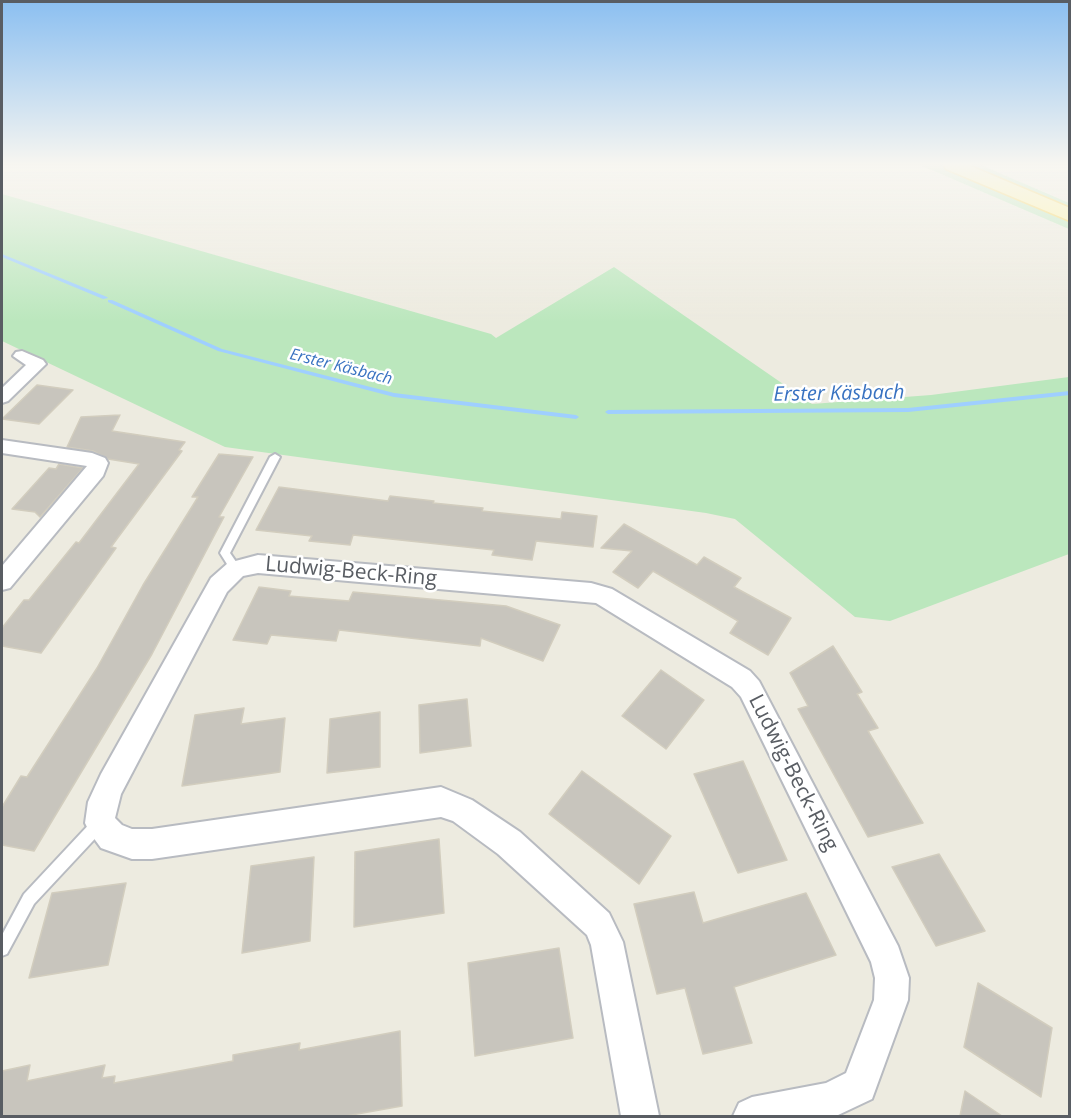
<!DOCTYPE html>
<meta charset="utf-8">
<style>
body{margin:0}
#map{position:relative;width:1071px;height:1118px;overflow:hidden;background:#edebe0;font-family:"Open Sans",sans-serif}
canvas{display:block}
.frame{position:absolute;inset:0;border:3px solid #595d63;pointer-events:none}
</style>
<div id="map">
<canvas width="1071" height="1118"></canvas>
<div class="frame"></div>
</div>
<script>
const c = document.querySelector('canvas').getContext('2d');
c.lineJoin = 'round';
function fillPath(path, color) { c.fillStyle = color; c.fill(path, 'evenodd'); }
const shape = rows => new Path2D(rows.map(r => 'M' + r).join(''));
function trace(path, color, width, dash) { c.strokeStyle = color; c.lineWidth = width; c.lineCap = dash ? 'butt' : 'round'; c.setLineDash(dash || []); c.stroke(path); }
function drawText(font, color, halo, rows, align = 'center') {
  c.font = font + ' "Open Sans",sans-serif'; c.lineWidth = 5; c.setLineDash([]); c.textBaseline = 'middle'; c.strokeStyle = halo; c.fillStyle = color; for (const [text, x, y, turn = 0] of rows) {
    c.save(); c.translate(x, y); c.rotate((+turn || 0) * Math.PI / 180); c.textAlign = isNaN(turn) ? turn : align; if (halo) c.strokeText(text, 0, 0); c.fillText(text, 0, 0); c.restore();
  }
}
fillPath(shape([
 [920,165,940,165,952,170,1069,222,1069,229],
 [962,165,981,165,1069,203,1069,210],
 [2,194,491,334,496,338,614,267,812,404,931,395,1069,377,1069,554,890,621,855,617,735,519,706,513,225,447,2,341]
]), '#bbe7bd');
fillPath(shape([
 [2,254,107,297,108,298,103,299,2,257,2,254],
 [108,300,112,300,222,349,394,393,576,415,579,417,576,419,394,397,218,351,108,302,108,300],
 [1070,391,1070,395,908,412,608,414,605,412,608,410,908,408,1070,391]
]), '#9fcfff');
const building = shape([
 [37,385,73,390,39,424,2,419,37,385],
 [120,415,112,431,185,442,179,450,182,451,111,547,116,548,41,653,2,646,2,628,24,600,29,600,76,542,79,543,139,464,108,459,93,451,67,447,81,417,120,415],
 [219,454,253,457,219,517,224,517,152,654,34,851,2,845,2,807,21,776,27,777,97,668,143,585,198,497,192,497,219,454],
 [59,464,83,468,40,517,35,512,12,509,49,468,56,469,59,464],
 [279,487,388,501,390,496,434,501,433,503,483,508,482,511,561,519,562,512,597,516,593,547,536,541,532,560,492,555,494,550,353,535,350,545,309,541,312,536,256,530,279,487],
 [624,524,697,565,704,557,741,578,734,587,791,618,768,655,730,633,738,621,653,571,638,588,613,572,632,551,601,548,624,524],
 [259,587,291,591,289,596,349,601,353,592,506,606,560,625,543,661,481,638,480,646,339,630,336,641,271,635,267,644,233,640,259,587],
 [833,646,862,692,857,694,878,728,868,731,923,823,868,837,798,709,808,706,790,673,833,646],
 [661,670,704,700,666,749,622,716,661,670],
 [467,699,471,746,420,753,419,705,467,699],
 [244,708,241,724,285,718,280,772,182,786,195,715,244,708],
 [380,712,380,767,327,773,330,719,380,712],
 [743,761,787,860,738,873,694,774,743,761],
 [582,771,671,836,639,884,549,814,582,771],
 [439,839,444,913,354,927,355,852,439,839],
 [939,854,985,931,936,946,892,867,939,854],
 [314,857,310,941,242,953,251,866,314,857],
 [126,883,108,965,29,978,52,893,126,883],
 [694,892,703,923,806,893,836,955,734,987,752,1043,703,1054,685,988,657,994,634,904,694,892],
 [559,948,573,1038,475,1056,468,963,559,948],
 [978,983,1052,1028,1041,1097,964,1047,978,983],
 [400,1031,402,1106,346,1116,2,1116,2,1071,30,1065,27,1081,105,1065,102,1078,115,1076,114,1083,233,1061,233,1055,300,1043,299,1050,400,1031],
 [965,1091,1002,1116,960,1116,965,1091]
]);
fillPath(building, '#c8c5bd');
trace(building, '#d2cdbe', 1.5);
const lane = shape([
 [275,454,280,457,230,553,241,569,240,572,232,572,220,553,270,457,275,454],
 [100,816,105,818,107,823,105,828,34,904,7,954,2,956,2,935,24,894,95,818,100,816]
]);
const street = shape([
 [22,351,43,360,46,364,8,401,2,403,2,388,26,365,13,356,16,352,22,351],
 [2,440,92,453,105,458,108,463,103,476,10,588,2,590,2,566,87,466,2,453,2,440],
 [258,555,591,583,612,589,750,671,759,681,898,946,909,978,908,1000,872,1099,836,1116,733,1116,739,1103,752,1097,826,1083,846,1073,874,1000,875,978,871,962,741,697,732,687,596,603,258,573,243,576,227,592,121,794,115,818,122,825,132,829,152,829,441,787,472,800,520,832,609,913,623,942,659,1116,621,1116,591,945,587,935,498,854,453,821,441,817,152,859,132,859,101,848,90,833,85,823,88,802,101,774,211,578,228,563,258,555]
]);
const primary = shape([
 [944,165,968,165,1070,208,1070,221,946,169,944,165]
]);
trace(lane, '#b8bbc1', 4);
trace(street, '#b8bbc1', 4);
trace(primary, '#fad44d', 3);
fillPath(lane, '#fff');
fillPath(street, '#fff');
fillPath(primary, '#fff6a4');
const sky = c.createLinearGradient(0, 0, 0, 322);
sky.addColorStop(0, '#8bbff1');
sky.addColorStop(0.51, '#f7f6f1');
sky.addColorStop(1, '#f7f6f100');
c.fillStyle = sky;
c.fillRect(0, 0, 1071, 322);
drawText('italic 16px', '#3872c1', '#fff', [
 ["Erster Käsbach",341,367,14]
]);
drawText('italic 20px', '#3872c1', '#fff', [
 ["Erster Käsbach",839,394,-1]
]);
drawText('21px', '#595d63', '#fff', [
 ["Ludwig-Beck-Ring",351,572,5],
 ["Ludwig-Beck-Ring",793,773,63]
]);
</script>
* * *
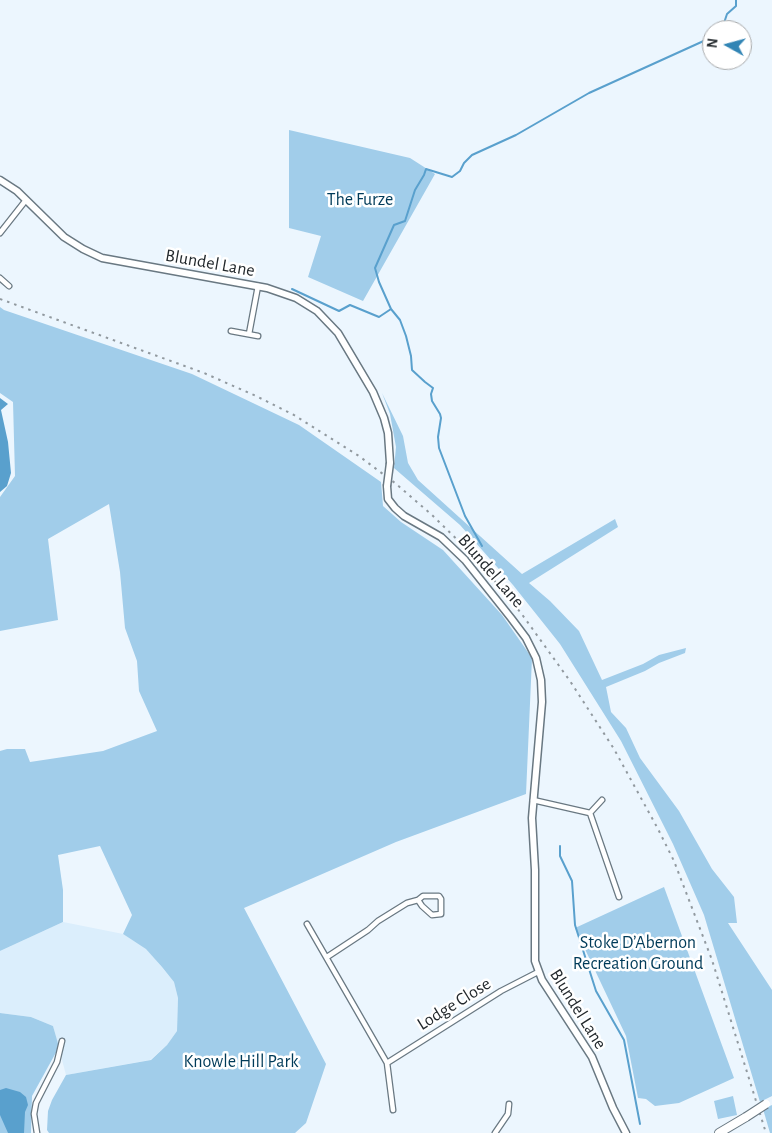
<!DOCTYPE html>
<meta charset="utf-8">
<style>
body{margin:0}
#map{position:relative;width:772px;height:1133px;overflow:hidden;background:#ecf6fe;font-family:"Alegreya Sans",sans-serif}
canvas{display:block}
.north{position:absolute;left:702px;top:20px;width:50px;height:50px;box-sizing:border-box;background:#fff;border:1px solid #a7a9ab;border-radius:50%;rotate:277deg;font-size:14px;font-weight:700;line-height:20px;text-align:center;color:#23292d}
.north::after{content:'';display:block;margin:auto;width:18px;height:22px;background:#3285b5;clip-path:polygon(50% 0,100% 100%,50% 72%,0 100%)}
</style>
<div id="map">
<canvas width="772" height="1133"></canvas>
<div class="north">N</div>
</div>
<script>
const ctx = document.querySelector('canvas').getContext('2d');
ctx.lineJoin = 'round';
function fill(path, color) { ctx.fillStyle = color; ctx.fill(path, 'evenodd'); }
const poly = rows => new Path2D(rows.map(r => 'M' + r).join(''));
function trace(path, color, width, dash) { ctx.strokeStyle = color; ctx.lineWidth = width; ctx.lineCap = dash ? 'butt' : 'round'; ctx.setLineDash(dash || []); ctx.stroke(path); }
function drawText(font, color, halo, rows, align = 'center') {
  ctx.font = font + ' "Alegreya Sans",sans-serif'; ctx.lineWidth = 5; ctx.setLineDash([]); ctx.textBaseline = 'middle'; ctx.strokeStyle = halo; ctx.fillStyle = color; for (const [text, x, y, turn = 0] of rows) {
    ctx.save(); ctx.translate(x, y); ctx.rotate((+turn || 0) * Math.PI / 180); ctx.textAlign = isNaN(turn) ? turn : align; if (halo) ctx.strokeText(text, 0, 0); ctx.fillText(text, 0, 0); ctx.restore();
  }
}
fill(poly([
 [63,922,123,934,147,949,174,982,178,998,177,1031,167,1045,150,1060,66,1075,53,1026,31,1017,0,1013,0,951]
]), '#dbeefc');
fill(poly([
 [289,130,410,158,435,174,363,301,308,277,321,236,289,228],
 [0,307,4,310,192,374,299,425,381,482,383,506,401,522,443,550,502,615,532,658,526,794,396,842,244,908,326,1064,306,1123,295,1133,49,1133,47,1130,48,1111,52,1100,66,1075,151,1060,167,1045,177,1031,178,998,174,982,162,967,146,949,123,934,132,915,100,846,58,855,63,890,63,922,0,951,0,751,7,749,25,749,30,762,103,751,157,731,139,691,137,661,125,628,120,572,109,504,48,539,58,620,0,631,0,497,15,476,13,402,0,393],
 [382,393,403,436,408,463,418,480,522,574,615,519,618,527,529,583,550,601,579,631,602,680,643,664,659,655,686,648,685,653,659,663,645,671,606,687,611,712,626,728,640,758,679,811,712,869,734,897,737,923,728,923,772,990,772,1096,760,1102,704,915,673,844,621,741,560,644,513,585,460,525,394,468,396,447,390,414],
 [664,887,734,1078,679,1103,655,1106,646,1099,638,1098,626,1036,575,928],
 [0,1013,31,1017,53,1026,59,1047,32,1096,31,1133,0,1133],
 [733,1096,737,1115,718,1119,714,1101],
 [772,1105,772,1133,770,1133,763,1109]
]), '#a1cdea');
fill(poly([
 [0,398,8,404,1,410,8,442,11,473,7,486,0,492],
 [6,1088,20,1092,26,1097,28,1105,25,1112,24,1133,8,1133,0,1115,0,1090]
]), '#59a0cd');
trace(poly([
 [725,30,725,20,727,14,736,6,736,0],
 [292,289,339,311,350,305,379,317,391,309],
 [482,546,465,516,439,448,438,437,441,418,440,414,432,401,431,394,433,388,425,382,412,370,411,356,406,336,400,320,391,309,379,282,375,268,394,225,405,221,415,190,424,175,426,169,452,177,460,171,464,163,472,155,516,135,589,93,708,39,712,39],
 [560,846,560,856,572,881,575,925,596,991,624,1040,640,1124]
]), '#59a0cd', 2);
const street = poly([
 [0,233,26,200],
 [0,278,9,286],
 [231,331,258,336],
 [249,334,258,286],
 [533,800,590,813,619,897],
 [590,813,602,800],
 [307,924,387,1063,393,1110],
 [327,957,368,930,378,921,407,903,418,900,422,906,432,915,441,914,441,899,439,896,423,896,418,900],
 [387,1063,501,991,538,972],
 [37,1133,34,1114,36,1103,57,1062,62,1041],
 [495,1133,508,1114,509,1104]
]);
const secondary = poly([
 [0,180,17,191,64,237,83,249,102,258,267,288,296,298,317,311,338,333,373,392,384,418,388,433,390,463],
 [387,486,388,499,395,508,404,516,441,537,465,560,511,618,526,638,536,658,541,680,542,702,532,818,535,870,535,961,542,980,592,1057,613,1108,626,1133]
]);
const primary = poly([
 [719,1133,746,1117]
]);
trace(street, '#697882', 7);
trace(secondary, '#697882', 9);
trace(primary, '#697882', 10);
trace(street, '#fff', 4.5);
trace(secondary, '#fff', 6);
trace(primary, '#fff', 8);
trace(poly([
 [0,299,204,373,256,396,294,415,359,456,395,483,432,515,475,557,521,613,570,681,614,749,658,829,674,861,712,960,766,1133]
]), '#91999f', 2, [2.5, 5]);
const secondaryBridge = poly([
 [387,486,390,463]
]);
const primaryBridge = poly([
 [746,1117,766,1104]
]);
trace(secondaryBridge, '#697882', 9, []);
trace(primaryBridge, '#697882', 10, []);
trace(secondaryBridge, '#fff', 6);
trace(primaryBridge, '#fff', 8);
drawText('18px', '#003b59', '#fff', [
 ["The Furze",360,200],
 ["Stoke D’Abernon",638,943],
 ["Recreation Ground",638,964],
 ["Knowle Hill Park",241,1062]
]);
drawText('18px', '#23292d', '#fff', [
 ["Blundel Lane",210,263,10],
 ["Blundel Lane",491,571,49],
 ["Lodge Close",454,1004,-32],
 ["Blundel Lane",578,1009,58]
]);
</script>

**TASK DIRECTIONS:**
Go over the listing above and copy out each line that includes "querySelector".

**ANSWER BOX:**
const c = document.querySelector('canvas').getContext('2d');
const ctx = document.querySelector('canvas').getContext('2d');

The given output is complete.